- _Description of the task_
This task calls for copying each line below that contains "absolute".

- _Task inputs_
========

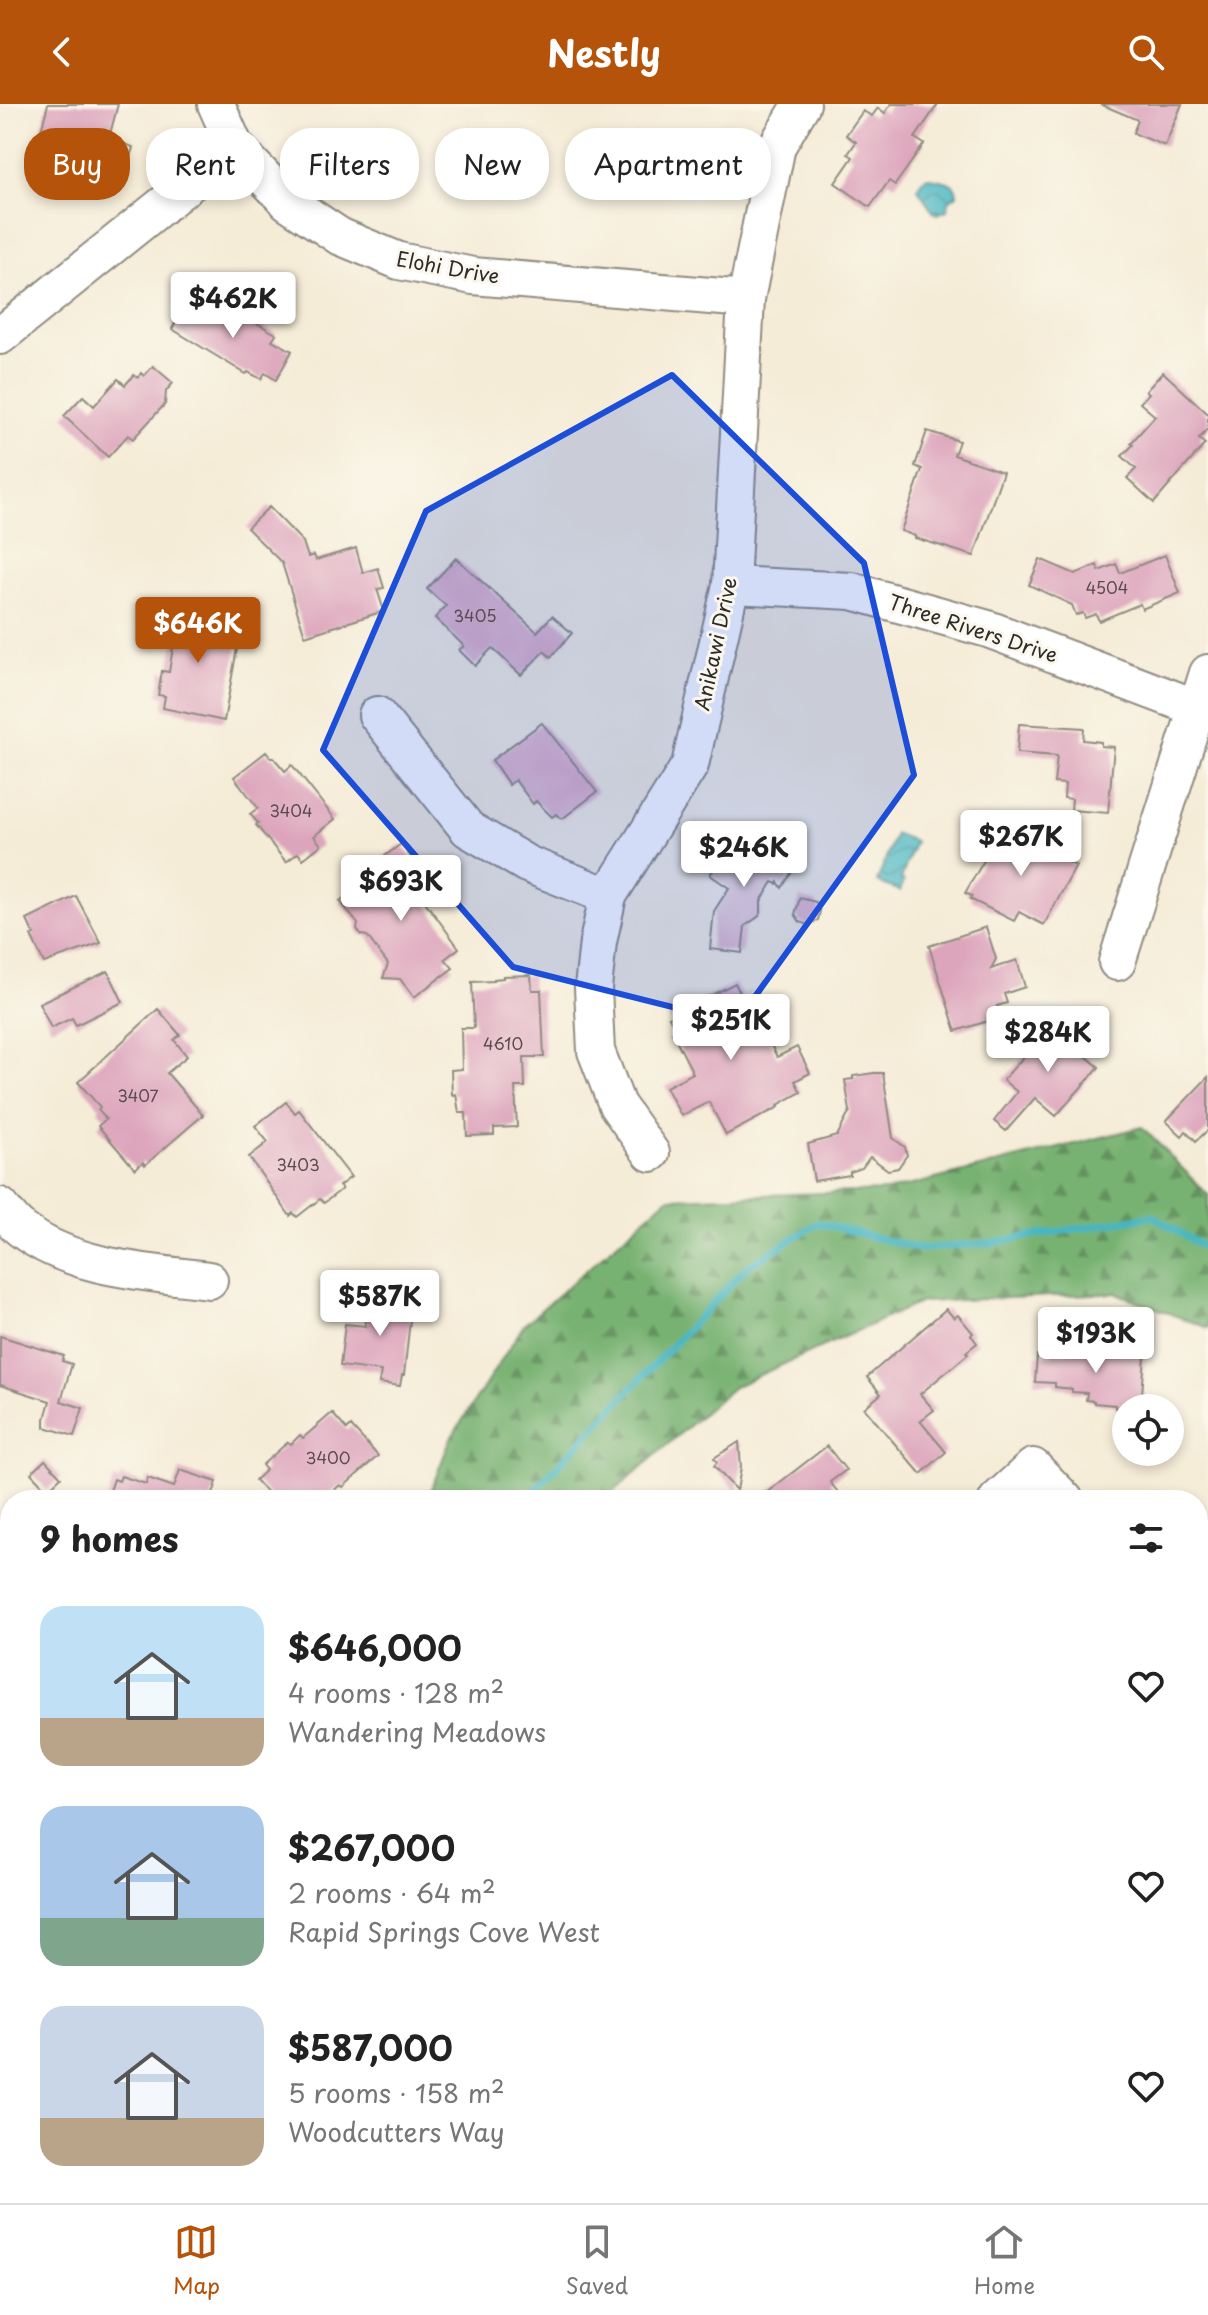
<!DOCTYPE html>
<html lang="en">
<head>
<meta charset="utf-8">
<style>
	:root { --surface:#fff; --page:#f2f2f2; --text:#222; --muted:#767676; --line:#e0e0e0; --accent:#b45309 }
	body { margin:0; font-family:"Playpen Sans",sans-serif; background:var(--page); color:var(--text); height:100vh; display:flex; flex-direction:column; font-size:30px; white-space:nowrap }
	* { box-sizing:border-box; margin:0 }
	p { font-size:26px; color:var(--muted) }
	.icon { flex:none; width:44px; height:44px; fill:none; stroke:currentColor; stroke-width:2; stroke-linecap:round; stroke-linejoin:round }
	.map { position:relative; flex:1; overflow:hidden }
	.details { position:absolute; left:0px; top:1386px; width:1208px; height:714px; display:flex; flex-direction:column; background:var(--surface); border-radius:32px 32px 0 0; box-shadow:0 4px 12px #0003 }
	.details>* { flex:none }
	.hud { position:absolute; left:24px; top:24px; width:800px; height:72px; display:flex; gap:16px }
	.fabs { position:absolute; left:1112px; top:1290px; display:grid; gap:16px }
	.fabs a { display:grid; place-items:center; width:72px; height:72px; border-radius:50%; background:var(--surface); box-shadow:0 4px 12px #0003; font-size:40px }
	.price { position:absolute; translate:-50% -68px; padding:0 18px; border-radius:8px; background:#fff; color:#222; font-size:26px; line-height:52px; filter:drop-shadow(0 2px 4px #0008) }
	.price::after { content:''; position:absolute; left:50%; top:48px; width:24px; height:18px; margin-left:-12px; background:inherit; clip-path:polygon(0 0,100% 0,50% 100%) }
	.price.selected { background:var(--accent); color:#fff }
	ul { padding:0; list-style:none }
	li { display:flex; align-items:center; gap:24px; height:200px; padding:0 40px }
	li span { display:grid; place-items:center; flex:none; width:224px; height:160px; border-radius:24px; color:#555 }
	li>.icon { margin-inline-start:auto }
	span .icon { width:96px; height:96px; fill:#fffc; stroke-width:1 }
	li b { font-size:34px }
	h2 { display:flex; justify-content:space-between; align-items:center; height:96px; padding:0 40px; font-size:34px }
	.chip { padding:0 28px; border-radius:32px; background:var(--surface); box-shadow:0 4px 12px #0003; font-size:28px; line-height:72px }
	.chip.selected { background:var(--accent); color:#fff }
	header { display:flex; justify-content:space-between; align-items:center; height:104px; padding:0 40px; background:var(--accent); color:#fff; font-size:36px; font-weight:700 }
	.tab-bar { display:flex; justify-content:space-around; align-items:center; height:112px; border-top:2px solid var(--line); background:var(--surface); font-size:22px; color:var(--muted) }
	.tab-bar a { display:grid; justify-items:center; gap:4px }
	.tab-bar .selected { color:var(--accent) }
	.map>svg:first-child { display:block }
	.forest { fill:url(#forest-firs); stroke:#526e4e; stroke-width:2 }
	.water { fill:url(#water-waves); stroke:#397076; stroke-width:2 }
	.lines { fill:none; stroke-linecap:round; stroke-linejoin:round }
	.stream { stroke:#47b6c1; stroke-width:7 }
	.building { fill:#dda5bc }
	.minor-casing { stroke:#908c81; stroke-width:40 }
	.minor { stroke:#fff; stroke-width:36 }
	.marked { fill:#1d4ed8; fill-opacity:0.2; stroke:#1d4ed8; stroke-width:6; stroke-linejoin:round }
	.labels { text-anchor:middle; stroke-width:6; stroke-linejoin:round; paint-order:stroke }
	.number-label { font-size:16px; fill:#584a4f }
	.street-label { font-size:20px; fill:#2b2b2b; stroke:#fbf7ec }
</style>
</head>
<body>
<header><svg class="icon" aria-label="back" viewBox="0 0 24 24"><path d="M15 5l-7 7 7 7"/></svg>Nestly<svg class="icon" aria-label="search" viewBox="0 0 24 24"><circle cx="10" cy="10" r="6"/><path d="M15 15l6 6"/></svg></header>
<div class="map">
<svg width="1208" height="2099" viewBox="0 0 1208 2099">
	<defs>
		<pattern id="forest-firs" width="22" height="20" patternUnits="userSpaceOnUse" patternTransform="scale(2)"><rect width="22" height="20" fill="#78b272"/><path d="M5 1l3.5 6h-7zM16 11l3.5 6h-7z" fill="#63915e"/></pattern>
		<pattern id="water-waves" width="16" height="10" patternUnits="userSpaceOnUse" patternTransform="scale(2)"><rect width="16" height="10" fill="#47b6c1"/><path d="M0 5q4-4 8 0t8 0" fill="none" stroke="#3b949d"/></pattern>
	</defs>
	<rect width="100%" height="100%" fill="#fbf7ec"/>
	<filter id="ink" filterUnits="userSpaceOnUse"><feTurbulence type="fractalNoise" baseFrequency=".0125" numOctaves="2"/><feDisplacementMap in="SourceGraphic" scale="16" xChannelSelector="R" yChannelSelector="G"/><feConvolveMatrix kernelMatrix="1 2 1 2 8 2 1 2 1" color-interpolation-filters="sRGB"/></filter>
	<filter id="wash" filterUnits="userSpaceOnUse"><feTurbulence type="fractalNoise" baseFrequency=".006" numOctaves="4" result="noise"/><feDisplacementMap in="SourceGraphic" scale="32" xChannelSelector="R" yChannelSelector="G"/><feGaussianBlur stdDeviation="1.8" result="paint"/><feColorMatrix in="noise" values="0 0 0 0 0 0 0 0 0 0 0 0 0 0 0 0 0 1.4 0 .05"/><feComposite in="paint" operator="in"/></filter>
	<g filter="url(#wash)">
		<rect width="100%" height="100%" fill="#f5ecd7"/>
		<g class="forest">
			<polygon points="1142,1023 1208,1091 1208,1224 1116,1189 921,1198 733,1283 604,1396 427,1396 451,1334 524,1221 668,1094 888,1087"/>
			<polygon points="10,1612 10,1831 0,1838 0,1615"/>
		</g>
		<g class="water">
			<path d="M928,73C939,77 957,75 957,91L949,97L947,106L938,110L933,108L918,85L922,76Z"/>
			<polygon points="895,730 915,737 901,775 904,777 900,787 877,778"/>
		</g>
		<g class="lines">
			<g class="stream">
				<polyline points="525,1396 747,1163 818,1119 921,1145 990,1139 1153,1112 1208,1146"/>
				<polyline points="0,1740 10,1730"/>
			</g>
		</g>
		<g id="blocks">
			<g class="building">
				<polygon points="48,0 118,0 109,34 133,43 126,68 76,55 74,62 50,56 52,50 36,46"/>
				<polygon points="891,0 938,0 915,34 924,40 895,81 889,77 870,103 835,79 853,53 848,50 856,38 846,31 863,7 872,12 878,4 885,9"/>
				<polygon points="1100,0 1182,0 1165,42 1133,29 1138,16"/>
				<polygon points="189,193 220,210 221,207 241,218 244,212 276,230 272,236 292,247 276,276 265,269 261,275 248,268 246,270 172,225"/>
				<polygon points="153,262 173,279 166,287 165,300 133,335 128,331 108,353 64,312 83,292 94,302 118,275 125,281 134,271 138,274 141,269 144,272"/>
				<polygon points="1163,268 1208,310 1208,325 1199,335 1205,340 1154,399 1127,374 1136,365 1122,352 1133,341 1131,339 1155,312 1140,299 1149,289 1146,287"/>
				<polygon points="927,327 959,337 954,351 1003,368 974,452 915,434 915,432 901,427 922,365 915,362"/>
				<polygon points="269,403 303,438 308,453 314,451 316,456 356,444 363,469 378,464 384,484 377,485 384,507 305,532 282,459 247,424"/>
				<polygon points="1165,451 1180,489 1142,505 1140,500 1099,517 1096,510 1085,514 1083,509 1076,511 1072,501 1029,481 1040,455 1075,470 1097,461 1099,467 1116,460 1120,469"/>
				<polygon points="456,454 537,528 552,512 572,529 551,553 544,547 521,571 492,544 475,562 459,546 464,542 435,514 446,502 427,485"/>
				<polygon points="187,493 220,516 207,534 238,539 224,617 163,604 165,592 158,591 162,567 169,568 175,531 165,523"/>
				<polygon points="542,619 597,688 562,715 556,710 552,713 536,697 533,700 515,676 509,681 492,656"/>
				<polygon points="1019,620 1084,624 1083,636 1101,638 1101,642 1114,643 1108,709 1071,706 1072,695 1064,694 1065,680 1054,679 1057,652 1017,649"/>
				<polygon points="266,648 271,654 273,653 285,667 292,661 335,715 314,732 321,741 303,755 298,749 286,758 256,721 258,719 250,710 258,704 234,673"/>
				<polygon points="1014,726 1019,728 1021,726 1046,738 1043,745 1076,762 1044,821 1019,808 1014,817 970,795 972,792 965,789 1000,729 1010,734"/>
				<polygon points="743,730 750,734 764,736 771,748 795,763 782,784 778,778 777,780 773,778 761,797 761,809 758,813 745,822 742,849 710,845 714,807 729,784 710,771 733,735 737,738"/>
				<polygon points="401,740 415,759 412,761 417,767 413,769 418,776 412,780 459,844 445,855 453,864 414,893 400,875 383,874 388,860 367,832 361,831 357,825 358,820 340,797 370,774 365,767"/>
				<polygon points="76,792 101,839 44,859 31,832 34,831 27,816"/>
				<polygon points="800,794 816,798 820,807 818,816 809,821 800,818 795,810"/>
				<polygon points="986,823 996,855 991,865 1017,856 1025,883 1004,890 1007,899 997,902 1001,913 956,927 929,842"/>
				<polygon points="108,867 123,898 76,921 72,914 51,924 39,899"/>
				<polygon points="531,871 532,886 541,886 544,953 524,953 525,983 515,983 517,1023 494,1024 494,1031 467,1032 466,1009 459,1009 456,990 452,991 451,966 462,965 461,924 474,924 472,878 494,877 494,875 503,874 503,872"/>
				<polygon points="735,879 755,918 755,925 759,925 762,931 765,929 777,953 797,943 810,969 795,977 801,988 778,1001 779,1003 726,1031 709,998 681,1012 666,983 693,969 672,928 676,926 669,913"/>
				<polygon points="158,905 180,931 174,936 187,952 167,969 203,1011 145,1061 143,1058 135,1065 98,1022 106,1015 98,1006 100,1003 78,978"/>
				<polygon points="1058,914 1080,934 1074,942 1099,963 1056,1012 1035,994 1006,1027 994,1017 1017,988 1003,976"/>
				<polygon points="874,969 883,969 893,1034 905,1043 907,1051 898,1064 888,1066 870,1053 862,1064 850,1068 850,1071 814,1077 808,1040 837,1032 850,1007 845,976 853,975 853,972"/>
				<polygon points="1208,973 1208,1026 1196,1037 1186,1027 1182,1032 1166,1017"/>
				<polygon points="286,998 295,1009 299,1006 351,1073 339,1082 342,1085 324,1099 320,1095 297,1113 293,1109 290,1112 249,1053 268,1038 255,1022"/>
				<polygon points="369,1187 402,1192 401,1196 412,1198 404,1271 402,1271 400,1282 379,1279 381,1267 340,1262 345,1220 365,1222"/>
				<polygon points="946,1205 954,1214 958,1211 973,1229 971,1231 977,1239 966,1248 968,1250 920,1290 934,1306 920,1317 946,1348 921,1370 864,1304 881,1290 867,1273"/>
				<polygon points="0,1232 64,1252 62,1257 72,1260 61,1297 83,1304 74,1332 45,1323 45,1315 50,1297 0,1281"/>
				<polygon points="1068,1244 1120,1246 1120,1250 1145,1252 1141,1304 1115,1304 1115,1301 1094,1299 1094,1297 1086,1296 1087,1289 1072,1288 1072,1285 1055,1283 1055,1279 1035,1278 1037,1251 1053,1252 1053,1248 1067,1249"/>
				<polygon points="332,1309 347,1326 351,1322 378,1352 343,1383 340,1381 331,1389 324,1388 315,1396 274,1396 255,1376 266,1366 262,1361 288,1338 291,1340 300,1331 303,1334"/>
				<polygon points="739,1338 741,1363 737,1387 714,1362 717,1358 714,1354"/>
				<polygon points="827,1342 846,1366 830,1378 844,1396 757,1396"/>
				<polygon points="45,1356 61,1373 47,1386 31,1369"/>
				<polygon points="180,1366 217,1378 211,1396 107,1396 114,1375 119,1377 121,1372 146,1380 148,1374 174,1383"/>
			</g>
		</g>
	</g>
	<g filter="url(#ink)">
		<use href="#blocks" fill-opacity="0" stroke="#908c81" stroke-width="2"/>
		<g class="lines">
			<defs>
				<g id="minor">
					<polyline points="216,0 235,43 288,98 339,132 399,157 473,172 746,195"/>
					<polyline points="0,232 235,43"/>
					<polyline points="731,481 852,487 988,525 1197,604 1208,604"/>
					<polyline points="377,611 468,725 527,760 608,792"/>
					<polyline points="1117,858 1208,569"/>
					<polyline points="651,1049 617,1001 596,947 593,884 598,838 608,792 690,661 731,481 746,195 777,42 802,0"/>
					<path d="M0,1102C6,1109 13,1119 21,1125C73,1165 146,1168 209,1176"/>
					<polyline points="997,1396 1033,1363 1065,1396"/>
					<polyline points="1198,1468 1208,1470"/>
					<polyline points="187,2099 190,2090"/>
				</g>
			</defs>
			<use href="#minor" class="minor-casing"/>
			<use href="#minor" class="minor"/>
		</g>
	</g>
	<path class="marked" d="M672,271L864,459L914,671L736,919L513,863L323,646L426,407Z"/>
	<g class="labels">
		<g class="number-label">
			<text x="1107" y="490">4504</text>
			<text x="475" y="518">3405</text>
			<text x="291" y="713">3404</text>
			<text x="503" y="946">4610</text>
			<text x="138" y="998">3407</text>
			<text x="298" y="1067">3403</text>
			<text x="328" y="1360">3400</text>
		</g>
		<g class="street-label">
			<text transform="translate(448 164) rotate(10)" y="7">Elohi Drive</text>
			<text transform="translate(973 525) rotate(18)" y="7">Three Rivers Drive</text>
			<text transform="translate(716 540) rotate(-78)" y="7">Anikawi Drive</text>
		</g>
	</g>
</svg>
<div class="fabs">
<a><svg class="icon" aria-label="locate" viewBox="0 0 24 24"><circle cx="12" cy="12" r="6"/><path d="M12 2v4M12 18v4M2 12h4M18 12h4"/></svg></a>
</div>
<b class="price" style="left:233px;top:236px">$462K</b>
<b class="price selected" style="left:198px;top:561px">$646K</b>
<b class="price" style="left:1021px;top:774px">$267K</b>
<b class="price" style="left:744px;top:785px">$246K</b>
<b class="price" style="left:401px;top:819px">$693K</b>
<b class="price" style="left:731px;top:958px">$251K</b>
<b class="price" style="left:1048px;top:970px">$284K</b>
<b class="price" style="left:380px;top:1234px">$587K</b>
<b class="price" style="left:1096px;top:1271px">$193K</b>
<div class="hud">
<a class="chip selected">Buy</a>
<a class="chip">Rent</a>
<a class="chip">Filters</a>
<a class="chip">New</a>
<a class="chip">Apartment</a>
</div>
<section class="details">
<h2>9 homes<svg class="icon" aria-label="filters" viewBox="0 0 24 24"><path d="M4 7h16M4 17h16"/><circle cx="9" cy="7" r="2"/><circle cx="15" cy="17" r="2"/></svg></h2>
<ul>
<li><span style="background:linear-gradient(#bfe0f5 70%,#b9a48a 0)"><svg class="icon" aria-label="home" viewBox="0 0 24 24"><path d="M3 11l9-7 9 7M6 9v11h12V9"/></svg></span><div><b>$646,000</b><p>4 rooms · 128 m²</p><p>Wandering Meadows</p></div><svg class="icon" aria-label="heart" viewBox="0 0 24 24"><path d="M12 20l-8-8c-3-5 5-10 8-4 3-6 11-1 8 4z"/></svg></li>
<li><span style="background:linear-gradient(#a9c7e8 70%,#7fa58c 0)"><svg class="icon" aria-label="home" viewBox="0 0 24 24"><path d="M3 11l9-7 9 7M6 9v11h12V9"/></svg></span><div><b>$267,000</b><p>2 rooms · 64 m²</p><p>Rapid Springs Cove West</p></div><svg class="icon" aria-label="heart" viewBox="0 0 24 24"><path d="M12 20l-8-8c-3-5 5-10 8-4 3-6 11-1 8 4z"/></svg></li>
<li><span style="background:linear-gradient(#c9d6e8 70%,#b9a48a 0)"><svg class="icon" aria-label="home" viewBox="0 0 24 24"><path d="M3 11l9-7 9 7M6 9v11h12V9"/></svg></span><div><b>$587,000</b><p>5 rooms · 158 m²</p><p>Woodcutters Way</p></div><svg class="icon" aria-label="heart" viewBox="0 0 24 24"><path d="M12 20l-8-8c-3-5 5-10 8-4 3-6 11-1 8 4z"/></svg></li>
</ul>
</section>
</div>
<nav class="tab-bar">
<a class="selected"><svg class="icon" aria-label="map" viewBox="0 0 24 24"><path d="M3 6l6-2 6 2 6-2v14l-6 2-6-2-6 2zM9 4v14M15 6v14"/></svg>Map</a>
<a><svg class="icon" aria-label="saved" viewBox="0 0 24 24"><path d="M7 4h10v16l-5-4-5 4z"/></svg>Saved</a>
<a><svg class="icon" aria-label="home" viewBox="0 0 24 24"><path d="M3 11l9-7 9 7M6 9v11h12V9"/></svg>Home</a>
</nav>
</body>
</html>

========

- _Solution to the problem_
	.details { position:absolute; left:0px; top:1386px; width:1208px; height:714px; display:flex; flex-direction:column; background:var(--surface); border-radius:32px 32px 0 0; box-shadow:0 4px 12px #0003 }
	.hud { position:absolute; left:24px; top:24px; width:800px; height:72px; display:flex; gap:16px }
	.fabs { position:absolute; left:1112px; top:1290px; display:grid; gap:16px }
	.price { position:absolute; translate:-50% -68px; padding:0 18px; border-radius:8px; background:#fff; color:#222; font-size:26px; line-height:52px; filter:drop-shadow(0 2px 4px #0008) }
	.price::after { content:''; position:absolute; left:50%; top:48px; width:24px; height:18px; margin-left:-12px; background:inherit; clip-path:polygon(0 0,100% 0,50% 100%) }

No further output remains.